Pre-close View
Pre-close View… Detour detoured.
Corrective bounce cut short.
The no-bias environment was not biased. The noon hour had touched this afternoon’s 1996.50 bias-up signal but didn’t trigger it at 1:20. The no-bias environment tested the 1986.00 bias-down signal but didn’t probe it.
But now the bias environment has lapsed. Exiting the bias environment above prior highs could at least have produced a corrective bounce. Instead, The bias-down signal is being probed.
The attraction to this morning’s oversold RSIs at 1981is in-play. Already neutralizing its attraction and recovering from fresh afternoon lows would have enabled an even bigger corrective bounce. But now it risks resuming the decline.
The lowest buy signal will be 1990.50. Nothing short of it today would be credible for reversing momentum up. Meanwhile, regardless of the path there, fresh lows remain likely.
Pre-close View… Traction.
Selling pressure confirmed.
Trending down through the noon hour had triggered bias-down, stopping 1 point short of the 2035.00 bias-down target. Bouncing during the bias environment attacked 2045.00.

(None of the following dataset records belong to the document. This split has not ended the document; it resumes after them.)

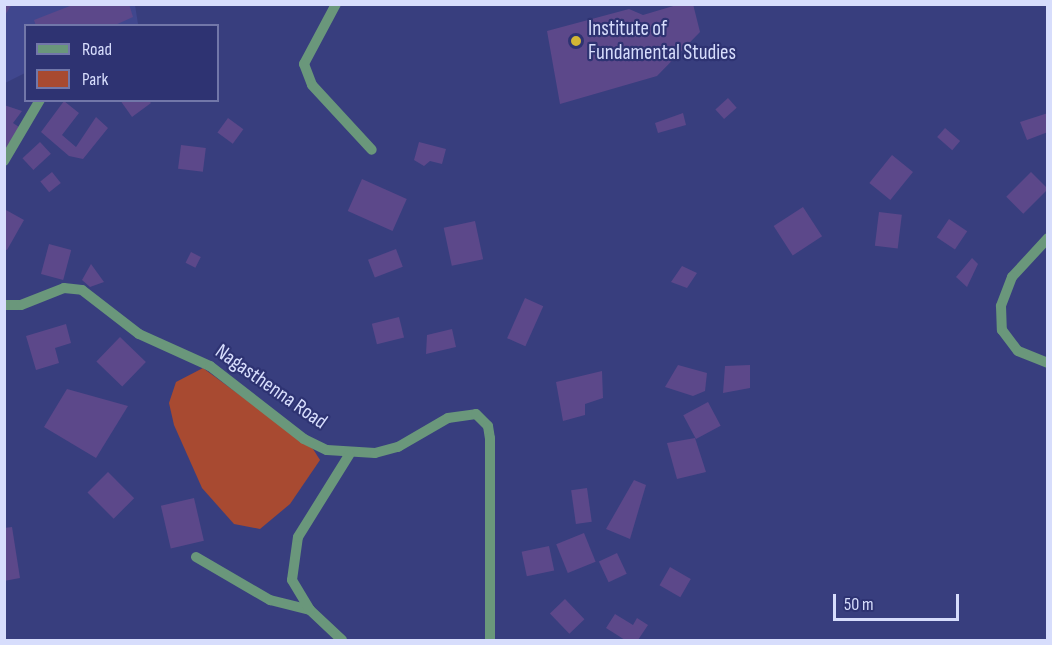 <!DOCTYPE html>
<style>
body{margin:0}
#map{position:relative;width:1052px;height:645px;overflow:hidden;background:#383e7e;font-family:"Sofia Sans Condensed",sans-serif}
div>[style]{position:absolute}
.built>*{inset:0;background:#40478e}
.green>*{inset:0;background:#a84a31}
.building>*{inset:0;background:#5c488a;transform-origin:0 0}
.minor>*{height:10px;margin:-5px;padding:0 5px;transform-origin:5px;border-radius:5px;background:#6a977b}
.dots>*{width:16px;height:16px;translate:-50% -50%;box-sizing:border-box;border:3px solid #2e3372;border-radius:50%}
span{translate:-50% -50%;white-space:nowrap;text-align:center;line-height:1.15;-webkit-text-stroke:4.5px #2e3372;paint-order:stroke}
.poi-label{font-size:21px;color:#d7ddfc}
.left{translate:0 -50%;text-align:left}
.street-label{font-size:21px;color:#d7ddfc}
.frame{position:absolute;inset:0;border:6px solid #d7ddfc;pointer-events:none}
.legend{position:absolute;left:24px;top:24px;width:195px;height:78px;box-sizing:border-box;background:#2e3372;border:2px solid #7277a9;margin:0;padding:8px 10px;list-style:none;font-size:18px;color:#d7ddfc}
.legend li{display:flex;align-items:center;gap:12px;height:30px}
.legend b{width:30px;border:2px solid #7277a9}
.scale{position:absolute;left:833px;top:594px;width:126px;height:27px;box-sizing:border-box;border:3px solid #d7ddfc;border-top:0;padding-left:8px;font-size:18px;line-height:21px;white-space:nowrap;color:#d7ddfc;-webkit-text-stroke:4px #2e3372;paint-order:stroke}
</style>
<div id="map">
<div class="built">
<div style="clip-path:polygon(5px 5px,135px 5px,138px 24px,26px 26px,25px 73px,5px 83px)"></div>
</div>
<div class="green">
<div style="clip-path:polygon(203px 368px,313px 449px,320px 460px,290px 504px,260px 529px,234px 524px,202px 488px,174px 425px,169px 403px,176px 382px)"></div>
</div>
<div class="building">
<div style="clip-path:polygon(4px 4px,12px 4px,4px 17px)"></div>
<div style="clip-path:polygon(75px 4px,129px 4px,133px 17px,113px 26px,36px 26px,34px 20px)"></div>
<div style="clip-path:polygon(680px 4px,693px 4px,700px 32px,657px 76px,560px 104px,547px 31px,629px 9px,643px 15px)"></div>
<div style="left:728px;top:98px;width:13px;height:17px;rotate:48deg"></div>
<div style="clip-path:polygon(120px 100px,148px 100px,151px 103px,132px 117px)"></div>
<div style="clip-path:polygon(64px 101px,79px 113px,62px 135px,76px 147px,96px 117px,108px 128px,83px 159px,69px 156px,41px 132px)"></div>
<div style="clip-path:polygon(4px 105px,22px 111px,13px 123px,22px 129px,4px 154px)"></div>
<div style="clip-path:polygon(683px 113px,686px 125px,658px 133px,655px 123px)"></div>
<div style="clip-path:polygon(1048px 113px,1048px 132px,1027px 140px,1020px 122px)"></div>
<div style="left:228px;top:118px;width:19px;height:18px;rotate:36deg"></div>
<div style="left:945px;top:128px;width:20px;height:12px;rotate:41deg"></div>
<div style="left:40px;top:142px;width:16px;height:24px;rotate:47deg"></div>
<div style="clip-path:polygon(419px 142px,446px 149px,442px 164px,430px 161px,424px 166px,414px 160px)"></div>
<div style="left:181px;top:145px;width:25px;height:24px;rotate:7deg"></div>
<div style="left:892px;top:155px;width:27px;height:36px;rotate:39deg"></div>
<div style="left:52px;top:172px;width:14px;height:15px;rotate:51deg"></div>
<div style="left:1031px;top:172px;width:24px;height:35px;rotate:45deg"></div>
<div style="left:362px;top:179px;width:49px;height:35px;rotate:24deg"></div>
<div style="left:803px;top:207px;width:35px;height:35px;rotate:57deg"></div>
<div style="clip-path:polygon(6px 210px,24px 220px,7px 250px,4px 249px)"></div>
<div style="left:879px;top:212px;width:23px;height:34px;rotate:7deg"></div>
<div style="left:949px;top:219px;width:22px;height:22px;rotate:34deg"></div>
<div style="left:475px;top:221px;width:39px;height:32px;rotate:78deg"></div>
<div style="left:49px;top:244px;width:23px;height:31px;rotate:15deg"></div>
<div style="left:396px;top:249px;width:19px;height:30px;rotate:69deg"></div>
<div style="left:191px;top:252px;width:11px;height:12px;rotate:27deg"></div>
<div style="clip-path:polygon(972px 258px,978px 264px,967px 287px,956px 277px)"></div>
<div style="clip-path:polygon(91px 264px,104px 282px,90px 287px,82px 280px)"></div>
<div style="clip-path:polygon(682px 266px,697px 273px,687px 288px,671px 282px)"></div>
<div style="left:525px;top:298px;width:20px;height:44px;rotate:24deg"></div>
<div style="left:399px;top:317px;width:21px;height:28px;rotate:76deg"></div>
<div style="clip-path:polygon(66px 324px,71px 343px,55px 348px,59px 363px,36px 370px,26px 336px)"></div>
<div style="clip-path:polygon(452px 329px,456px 347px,426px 354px,427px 335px)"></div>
<div style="left:120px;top:337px;width:36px;height:34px;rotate:44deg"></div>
<div style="clip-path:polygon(678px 365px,707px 373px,705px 391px,693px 396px,665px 387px)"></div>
<div style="clip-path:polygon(750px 365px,750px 388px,723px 393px,725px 366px)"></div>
<div style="clip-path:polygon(602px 371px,603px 398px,585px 404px,585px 415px,563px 421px,556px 382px)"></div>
<div style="clip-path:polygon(67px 389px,128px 406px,96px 458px,44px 427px)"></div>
<div style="left:708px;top:402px;width:27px;height:28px;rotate:62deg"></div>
<div style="clip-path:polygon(695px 438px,706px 472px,677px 479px,667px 443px)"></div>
<div style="left:108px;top:472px;width:37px;height:29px;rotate:45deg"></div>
<div style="clip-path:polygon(634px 480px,646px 485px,630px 539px,606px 529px)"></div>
<div style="left:587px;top:488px;width:34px;height:16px;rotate:82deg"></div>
<div style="left:194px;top:498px;width:44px;height:34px;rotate:77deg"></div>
<div style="clip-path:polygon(12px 527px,20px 578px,4px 581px,4px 528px)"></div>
<div style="left:584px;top:533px;width:31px;height:30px;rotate:68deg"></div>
<div style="left:549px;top:546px;width:25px;height:28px;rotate:78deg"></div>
<div style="left:617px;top:553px;width:23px;height:20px;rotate:65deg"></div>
<div style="left:670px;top:567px;width:24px;height:21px;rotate:30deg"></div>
<div style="left:565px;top:599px;width:28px;height:21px;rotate:46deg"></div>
<div style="clip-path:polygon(615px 614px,633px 625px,637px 618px,648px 625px,638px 640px,625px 640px,606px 628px)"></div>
</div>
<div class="minor">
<div style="left:336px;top:4px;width:68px;rotate:118.1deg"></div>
<div style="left:304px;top:64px;width:22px;rotate:69deg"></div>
<div style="left:312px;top:85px;width:88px;rotate:47.3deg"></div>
<div style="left:4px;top:161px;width:71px;rotate:-59.5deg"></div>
<div style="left:1048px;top:238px;width:53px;rotate:132.7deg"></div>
<div style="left:1012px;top:277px;width:31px;rotate:111deg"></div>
<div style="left:1001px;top:306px;width:24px;rotate:88deg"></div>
<div style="left:1002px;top:330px;width:26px;rotate:53deg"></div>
<div style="left:1018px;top:351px;width:32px;rotate:22deg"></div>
<div style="left:4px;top:305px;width:17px"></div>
<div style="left:21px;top:305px;width:46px;rotate:-21.6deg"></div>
<div style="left:64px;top:288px;width:18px;rotate:6deg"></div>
<div style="left:82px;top:290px;width:72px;rotate:37.7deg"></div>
<div style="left:139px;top:334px;width:78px;rotate:24.3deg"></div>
<div style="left:210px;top:366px;width:119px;rotate:37.8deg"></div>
<div style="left:304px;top:439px;width:25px;rotate:26deg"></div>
<div style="left:327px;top:450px;width:48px;rotate:3.6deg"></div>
<div style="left:375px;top:453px;width:24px;rotate:-15deg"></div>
<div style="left:398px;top:447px;width:58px;rotate:-30.1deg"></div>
<div style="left:448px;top:418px;width:28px;rotate:-8deg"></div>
<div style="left:476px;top:414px;width:17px;rotate:45deg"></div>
<div style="left:488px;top:426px;width:12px;rotate:81deg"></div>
<div style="left:490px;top:438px;width:202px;rotate:90deg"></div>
<div style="left:196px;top:557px;width:86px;rotate:30.2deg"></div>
<div style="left:270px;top:600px;width:41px;rotate:14deg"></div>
<div style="left:342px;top:640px;width:44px;rotate:-136.8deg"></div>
<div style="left:310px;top:610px;width:35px;rotate:-121deg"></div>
<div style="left:292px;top:580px;width:43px;rotate:-82.1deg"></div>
<div style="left:298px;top:537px;width:97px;rotate:-58.1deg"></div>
</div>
<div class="dots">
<div style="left:576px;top:41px;background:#d3b635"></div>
</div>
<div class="poi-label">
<span class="left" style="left:588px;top:41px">Institute of<br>Fundamental Studies</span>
</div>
<div class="street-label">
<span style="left:271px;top:387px;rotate:35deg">Nagasthenna Road</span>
</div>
<div class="frame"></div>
<ul class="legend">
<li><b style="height:8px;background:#6a977b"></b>Road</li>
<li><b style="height:16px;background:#a84a31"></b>Park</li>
</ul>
<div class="scale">50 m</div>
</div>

The bias environment was exited at or under the noon hour’s low.
Traction? Maybe.
The final hour was entered at or under the bias environment’s low. That’s traction. Trending down to fresh afternoon lows through the 3:10-3:20 timing window would confirm.
And the 3:10-3:20 timing window just trended down to 2022.25. That required absorbing a last-minute corrective bounce to 2038.25, so sellers seem intent on retaining control.
Probing under the 1999.00 overnight low would target 1993.50 (typo’d earlier as 2093.50), whether today or tomorrow. Meeting it today would greet the weekend vulnerable to gapping down sharply Monday. Leaving the attraction outstanding would help to resume the decline after the weekend.
Pre-close View… Back to it?
No-bias has lapsed, attacking session highs.
Reacting down from the 2099.50 target touched 2094.50, natural support of today’s opening print. Choppy ranging ahead of Brexit results can start resolving. In fact, firming into the no-bias environment’s exit has extended up to 2099.25.
That said, entering the final hour above this morning’s highs would have been bullish. Otherwise, being able to resolve doesn’t require resolving.
Resuming the rally isn’t required — not today, not ever.
But trending to fresh session highs through the 3:10-3:20 timing window could extend up to 2106.00 and higher before the close. Back under 2096.00 would more likely dip back into the open’s range.
Pre-close View… Warning shot.
Bias environment’s rally trying to textend.
An offsetting test of this morning’s 2070.75 bias-down signal was put into play by holding a test of the 2080.50 bias-up signal. This morning’s 2074.00 low didn’t satisfy it, so the objective becomes “unfinished business below” and requiring an eventual retest.
Meanwhile, this afternoon’s no-bias environment bounced from its early 2076.25 low up to 2082.75. And then surged to within 1 tick of the 2086.00 overnight high. The test of 2070.75 is going to be delayed.
Stopping pessimistically short of the overnight 2086.00 high is potentially bullish from a contrarian perspective. It suggests that any reaction down is counter-trend, and will be recovered by higher highs. The bigger picture already suggests that probing the overnight high is likely also to probe yesterday’s 2092.50 high.
The reaction down had room to retrace the bias environment range back down to 2080.00 as just a correction. Touching it has reacted up to 2084.00.
Regardless of the potential upside, back under 2081.00 would start to signal the unfinished business below at 2070.75 is back in-play.
Pre-close View… Down for the count.
Still hovering at session lows.
The bias environment’s 2081.00 exit was under the 2083.50 noon hour lows. But the final hour entry had bounced back into the bias environment’s range. Sellers could still gain traction by trending down to a fresh afternoon low through the 3:10-3:20 window.
That would make the decline likely to extend into and through tomorrow morning. Trending down tomorrow morning would otherwise require gapping under today’s lows.Similarly, trending up would require gapping up above today’s highs.
Paralysis or backing-and-filling remains likeliest ahead of tomorrow morning’s Yellen testimony.